Had the city gradually, yes, just gradually, implemented the ordinance, the monstrous traffic gridlock which we experienced last few days along the Banilad-Talamban corridor, (called Ban-Tal, for brevity), perhaps, would have not occurred. If during the two decades that such basic ordinance took effect, budgetary allocations were made for the widening of narrow roads and for the construction of new ones, the flow of our present traffic would have been smoother and faster than what we are actually experiencing. That it took the mayor himself to observe personally the monstrosity of our traffic problem only proved that it has gone beyond tolerable levels.

It is quite easy to imagine that if a wide road had been built from somewhere in the IT Park to run parallel to the Gov. Cuenco Avenue towards the immediate outskirts of the Maria Luisa Estate park and unto Talamban, the ever increasing volume of vehicles traversing the area could have been very well absorbed as to prevent jams.

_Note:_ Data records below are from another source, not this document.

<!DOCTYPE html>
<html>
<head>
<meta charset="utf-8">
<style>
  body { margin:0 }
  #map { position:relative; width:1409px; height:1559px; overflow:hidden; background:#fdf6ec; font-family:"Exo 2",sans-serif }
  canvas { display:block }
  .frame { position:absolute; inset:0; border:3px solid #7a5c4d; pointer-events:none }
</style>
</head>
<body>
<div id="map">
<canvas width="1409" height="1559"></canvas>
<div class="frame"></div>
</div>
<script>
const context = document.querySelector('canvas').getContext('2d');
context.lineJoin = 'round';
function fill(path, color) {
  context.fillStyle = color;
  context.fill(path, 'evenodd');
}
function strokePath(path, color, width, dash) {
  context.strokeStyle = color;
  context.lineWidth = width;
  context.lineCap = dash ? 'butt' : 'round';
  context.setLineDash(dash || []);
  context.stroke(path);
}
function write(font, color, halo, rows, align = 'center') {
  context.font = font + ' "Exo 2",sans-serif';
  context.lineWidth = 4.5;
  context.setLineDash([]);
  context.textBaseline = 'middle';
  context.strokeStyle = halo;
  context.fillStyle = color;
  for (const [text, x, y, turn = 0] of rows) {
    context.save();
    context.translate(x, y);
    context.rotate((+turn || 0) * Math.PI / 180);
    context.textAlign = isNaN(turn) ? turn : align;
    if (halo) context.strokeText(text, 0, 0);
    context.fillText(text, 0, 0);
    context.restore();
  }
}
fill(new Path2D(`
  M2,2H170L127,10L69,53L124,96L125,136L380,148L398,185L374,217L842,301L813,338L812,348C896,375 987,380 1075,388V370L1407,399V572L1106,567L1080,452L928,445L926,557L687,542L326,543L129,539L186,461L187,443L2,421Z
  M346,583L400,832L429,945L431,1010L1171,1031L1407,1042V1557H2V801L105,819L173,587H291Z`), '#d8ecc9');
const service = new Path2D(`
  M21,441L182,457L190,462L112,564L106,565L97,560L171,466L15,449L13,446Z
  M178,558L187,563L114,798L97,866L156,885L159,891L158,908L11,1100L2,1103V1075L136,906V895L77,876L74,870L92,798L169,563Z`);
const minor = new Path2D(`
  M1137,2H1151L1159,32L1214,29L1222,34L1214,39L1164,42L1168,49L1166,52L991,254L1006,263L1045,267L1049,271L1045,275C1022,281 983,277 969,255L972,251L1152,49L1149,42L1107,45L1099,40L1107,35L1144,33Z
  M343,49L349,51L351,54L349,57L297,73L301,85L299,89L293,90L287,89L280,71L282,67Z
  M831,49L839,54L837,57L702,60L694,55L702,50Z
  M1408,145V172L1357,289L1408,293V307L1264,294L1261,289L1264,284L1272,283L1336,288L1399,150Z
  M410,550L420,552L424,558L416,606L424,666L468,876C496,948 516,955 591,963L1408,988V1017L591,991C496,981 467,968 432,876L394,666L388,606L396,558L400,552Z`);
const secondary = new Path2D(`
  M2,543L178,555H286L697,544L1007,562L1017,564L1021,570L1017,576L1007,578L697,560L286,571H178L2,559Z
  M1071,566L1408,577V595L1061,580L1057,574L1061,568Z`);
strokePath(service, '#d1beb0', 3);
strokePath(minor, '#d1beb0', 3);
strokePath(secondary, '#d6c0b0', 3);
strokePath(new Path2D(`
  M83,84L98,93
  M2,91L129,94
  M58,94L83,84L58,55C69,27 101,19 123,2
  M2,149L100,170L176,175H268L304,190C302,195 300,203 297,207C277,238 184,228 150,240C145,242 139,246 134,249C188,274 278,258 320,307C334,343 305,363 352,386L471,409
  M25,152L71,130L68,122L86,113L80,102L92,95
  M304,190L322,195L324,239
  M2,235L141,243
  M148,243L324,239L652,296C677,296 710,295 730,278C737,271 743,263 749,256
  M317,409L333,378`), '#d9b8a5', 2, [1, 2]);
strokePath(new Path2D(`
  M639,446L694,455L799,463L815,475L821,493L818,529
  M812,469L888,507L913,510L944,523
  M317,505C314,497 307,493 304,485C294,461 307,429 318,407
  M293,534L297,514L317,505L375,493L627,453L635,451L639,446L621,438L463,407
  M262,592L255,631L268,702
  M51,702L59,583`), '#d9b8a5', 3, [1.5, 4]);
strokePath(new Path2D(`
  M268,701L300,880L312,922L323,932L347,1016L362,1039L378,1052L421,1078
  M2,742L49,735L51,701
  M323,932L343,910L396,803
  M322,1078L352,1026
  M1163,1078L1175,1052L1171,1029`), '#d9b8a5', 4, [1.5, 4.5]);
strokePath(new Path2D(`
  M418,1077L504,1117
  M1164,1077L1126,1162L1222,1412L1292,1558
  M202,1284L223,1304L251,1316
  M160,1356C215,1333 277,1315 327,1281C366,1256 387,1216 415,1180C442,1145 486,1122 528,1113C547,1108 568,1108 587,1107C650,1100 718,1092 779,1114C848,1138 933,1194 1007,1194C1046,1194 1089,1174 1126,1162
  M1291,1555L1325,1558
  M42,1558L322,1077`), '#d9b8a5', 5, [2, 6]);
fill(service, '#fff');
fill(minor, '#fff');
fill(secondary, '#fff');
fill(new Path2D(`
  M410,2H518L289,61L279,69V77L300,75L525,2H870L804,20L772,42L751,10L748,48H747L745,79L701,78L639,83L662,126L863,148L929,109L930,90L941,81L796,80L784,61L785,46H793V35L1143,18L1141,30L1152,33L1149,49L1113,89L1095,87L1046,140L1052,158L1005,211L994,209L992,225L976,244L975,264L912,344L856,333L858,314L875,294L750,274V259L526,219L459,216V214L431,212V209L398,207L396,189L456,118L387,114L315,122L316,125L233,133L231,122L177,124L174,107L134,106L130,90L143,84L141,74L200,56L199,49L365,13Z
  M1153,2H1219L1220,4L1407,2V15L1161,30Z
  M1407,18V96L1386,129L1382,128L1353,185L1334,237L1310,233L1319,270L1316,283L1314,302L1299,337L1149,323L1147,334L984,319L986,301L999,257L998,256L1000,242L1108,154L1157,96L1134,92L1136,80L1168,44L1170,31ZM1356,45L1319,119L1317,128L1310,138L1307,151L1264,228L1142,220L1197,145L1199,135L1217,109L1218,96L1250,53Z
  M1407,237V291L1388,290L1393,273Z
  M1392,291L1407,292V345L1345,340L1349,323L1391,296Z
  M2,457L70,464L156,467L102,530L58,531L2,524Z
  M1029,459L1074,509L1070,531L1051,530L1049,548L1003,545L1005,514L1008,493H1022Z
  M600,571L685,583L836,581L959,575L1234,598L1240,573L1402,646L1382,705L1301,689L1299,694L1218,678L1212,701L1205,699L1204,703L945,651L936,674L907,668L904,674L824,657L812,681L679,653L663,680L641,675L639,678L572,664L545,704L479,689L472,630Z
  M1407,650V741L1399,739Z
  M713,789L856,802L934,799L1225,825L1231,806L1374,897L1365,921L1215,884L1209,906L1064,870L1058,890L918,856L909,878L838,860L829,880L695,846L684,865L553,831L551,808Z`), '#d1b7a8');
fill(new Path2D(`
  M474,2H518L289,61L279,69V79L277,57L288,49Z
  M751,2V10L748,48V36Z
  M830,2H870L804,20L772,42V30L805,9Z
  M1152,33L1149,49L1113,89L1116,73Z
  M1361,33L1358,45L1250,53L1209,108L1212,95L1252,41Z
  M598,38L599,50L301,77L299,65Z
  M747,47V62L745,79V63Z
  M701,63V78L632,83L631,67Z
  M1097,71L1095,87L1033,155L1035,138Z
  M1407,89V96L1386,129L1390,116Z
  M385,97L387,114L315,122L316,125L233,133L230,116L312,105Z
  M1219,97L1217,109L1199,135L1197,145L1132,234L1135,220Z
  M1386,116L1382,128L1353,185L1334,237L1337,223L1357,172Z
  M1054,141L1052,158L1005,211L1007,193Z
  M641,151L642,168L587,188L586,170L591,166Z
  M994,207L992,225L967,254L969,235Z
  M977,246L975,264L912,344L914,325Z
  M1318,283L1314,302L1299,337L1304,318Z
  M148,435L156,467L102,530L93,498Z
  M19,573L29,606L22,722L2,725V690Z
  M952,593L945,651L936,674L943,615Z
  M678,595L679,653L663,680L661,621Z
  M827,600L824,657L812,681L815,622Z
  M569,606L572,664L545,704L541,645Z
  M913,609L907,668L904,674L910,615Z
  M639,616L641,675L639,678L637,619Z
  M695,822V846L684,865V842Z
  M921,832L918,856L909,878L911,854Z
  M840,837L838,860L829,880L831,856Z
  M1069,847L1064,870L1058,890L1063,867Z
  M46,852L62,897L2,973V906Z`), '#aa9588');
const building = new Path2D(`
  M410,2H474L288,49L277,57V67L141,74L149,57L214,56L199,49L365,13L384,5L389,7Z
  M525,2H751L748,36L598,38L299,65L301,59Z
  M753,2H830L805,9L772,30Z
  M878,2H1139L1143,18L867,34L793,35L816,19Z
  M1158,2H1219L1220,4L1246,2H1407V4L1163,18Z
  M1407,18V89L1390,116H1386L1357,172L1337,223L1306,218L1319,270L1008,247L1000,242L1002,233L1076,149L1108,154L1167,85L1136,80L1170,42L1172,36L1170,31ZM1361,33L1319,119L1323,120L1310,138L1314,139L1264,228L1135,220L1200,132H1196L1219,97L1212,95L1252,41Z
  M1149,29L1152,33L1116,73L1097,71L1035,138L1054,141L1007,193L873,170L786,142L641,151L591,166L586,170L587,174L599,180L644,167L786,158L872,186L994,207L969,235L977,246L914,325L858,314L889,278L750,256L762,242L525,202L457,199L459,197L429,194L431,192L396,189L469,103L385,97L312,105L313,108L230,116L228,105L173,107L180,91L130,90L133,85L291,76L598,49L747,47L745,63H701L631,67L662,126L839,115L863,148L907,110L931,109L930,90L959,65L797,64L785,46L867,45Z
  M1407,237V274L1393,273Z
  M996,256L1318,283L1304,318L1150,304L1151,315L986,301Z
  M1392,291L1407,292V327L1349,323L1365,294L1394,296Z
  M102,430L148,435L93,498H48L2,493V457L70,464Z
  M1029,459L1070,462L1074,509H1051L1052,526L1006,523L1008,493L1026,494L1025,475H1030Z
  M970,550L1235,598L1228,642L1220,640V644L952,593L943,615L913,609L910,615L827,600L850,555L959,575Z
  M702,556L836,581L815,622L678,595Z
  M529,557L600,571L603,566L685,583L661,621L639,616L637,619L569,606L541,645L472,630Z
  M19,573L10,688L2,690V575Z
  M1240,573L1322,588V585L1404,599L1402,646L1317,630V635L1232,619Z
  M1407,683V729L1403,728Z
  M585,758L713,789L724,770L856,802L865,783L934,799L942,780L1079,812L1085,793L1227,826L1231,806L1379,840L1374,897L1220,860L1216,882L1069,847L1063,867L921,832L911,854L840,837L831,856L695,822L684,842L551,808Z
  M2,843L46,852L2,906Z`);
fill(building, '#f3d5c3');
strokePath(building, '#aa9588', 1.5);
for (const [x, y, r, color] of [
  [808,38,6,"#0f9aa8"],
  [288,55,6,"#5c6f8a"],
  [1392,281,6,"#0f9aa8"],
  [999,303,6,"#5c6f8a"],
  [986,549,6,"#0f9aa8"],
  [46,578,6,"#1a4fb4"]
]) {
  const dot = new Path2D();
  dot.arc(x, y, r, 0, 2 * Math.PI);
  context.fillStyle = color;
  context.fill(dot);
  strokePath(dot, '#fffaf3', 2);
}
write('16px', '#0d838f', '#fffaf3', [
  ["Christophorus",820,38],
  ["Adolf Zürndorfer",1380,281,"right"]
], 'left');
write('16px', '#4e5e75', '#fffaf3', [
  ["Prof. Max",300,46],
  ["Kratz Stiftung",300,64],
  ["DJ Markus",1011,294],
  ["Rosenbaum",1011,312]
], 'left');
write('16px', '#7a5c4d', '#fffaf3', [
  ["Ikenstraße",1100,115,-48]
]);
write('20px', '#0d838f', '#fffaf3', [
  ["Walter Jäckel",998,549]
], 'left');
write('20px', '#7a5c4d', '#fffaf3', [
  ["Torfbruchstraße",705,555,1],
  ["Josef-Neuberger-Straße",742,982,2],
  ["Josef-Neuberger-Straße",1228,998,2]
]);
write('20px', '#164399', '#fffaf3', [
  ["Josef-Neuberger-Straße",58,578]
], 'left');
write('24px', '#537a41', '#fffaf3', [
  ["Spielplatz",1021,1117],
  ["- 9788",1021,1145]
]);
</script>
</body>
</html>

But, there is, really, no use blaming all past city administrations for failing to heed the mandate of that ordinance. Our former mayors must, in their watch and on their call, have other priorities than anticipating traffic jams. There is no point recriminating. It is not going to address the worsening situation. Having said that, the inevitable conclusion is that the present leaders have to double their efforts to make up for the failure of their predecessors.

Few articles back, I wrote about the need of the city administrations of their Honor, Mayors Michael L. Rama, of Cebu City and Jonas Cortes, to build a road starting at A. S. Fortuna Street, and cutting across the San Vicente Village in Subangdako and Casals Village in Mabolo and ending at the San Jose de la Montana. When constructed, it will take care of vehicles coming from the north like Mandaue City.

I am repeating it here because this need updates the Revised Road Ordinance. In 1992, this was not within our radar for the reasons that, firstly, it would touch an area beyond the jurisdiction of Cebu City council and secondly, we were not able to project the increase of vehicular traffic that exponentially.

Now, if the "no-left turn" is the mayor's immediate solution to the Ban-Tal traffic problem, he should consider implementing the concepts of the Revised Road Ordinance of 1992 so that we shall no longer say things like a broken record.